When the nutrition site was moved to the Brooklyn Park Library, the program grew to four days a week. It moved again, to Hammonds Lane when Brooklyn Park-Lindale Middle School closed, then took up residence at nearby Arundel Village Shopping Center during the school building's renovation as a multi-use community center - including the senior center.
One constant through all the moves was Hildt's dedication to the seniors at each site. Her responsibilities included manning the front desk, processing routine paperwork, arranging monthly trips and handling the recordkeeping on lunch orders.
"It's important for seniors to get one good meal a day. It's easier to fix a sandwich than to prepare a meal, and fast food is not what seniors need. When we were at the library we had lunch one day a week; now there is lunch every day," Hildt said.
One day a week, members of the Korean community gather at the center, where sampling Korean delicacies has made for a pleasant change to the regular "American" lunch menu.
"The Korean seniors have encouraged us to join them. People enjoy trying something new, and now we're getting a taste for Korean food. At first we had no idea what they were serving. It is very nice, something different," she said.
A retired teacher, Hildt has made Brooklyn Park her home for 55 years. She was born in Hanover and moved here with her husband when they married. She began teaching at Solley Elementary, spent 27 years at Baltimore's School No. 203 in Brooklyn - now known as Marie Farring Elementary School - and taught at a private kindergarten for 10 years before ending her career at Park Elementary.

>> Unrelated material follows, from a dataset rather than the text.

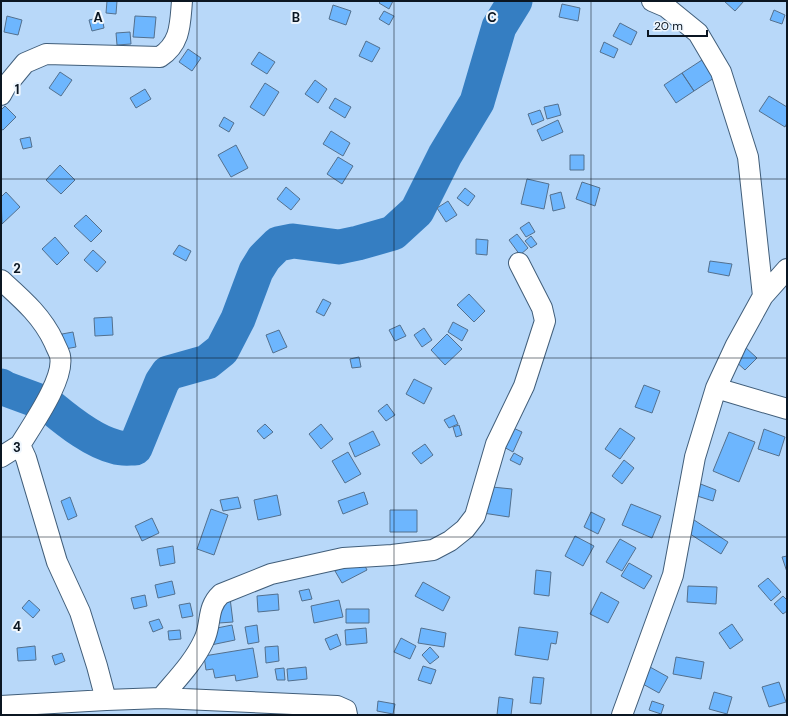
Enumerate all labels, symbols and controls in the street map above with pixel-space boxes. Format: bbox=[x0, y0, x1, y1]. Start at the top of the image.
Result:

Former pupils remember her fondly.
"I can be out cutting the hedge and someone will pull their car over and say, `Miss Hildt, do you remember me?'" she says.
"One young man who pulled over had a full beard and asked if I recognized him. I replied that too much of his face was covered for me to recognize him. Then he started to tell me about some of the things that he did in school, and, of course, I did remember him. He said that he just wanted to say how much he enjoyed my class. I even got to teach a second generation of students, and I loved every minute of it."
Keeping busy is not a problem for Hildt. She is the newly elected secretary for the Brooklyn Heights Improvement Association, secretary of the Northern District Police Community Relations Council, president of the Brooklyn Park-Brooklyn Heights Women's Club, secretary for the Arundel Improvement Association, secretary for the association's branch of the county Office for Senior Activities and Services, membership chairwoman for the Free State Day Lily Society, secretary of the Garden Club of Brooklyn and a volunteer at the Brooklyn Park Library.
Asked how she manages to keep such an active schedule, Hildt said: "Well, it's just me, myself and I. If I don't turn on the idiot box, I can get things done."
Even though she no longer will be volunteering at the senior center, Hildt does not intend to be a stranger there. She has signed up for classes in ceramics, flower arranging and other crafts.
"It's such a wonderful place, like a dream come true. It's fascinating how the site has grown. We are no longer a site; now we're a center. We have had 80 people in one day come in for line dancing or computer class."
Hildt received a citation from the Department of Aging for her efforts over the years.
"You know," she said, "I never thought that it made a difference whether I was there or not. Now I know that it was appreciated."
Ready for 2001?
It's time to start planning how to celebrate the real beginning of the millennium - the arrival of 2001. And the Roland Terrace Democratic Club, 616 Matthews Ave., has a suggestion.
The Club is holding a New Year's Eve Dance from 8 p.m. to 2 a.m. Admission of $30 will cover a steak dinner, limited open bar and a cold buffet later in the evening. Glenn and the Gemstones will provide the music.
Reservations: Ray Cadden at 410-789-1914 or the club at 410- 636-1504
Olde B.P. meeting
Capt. Ronald Bateman, commander of the county police's Northern District, will discuss crime in the district at Tuesday's meeting of the Olde Brooklyn Park Improvement Association.
The meeting will be at 7 p.m. at Brooklyn Park Elementary School, 14th Avenue and Morgan Road.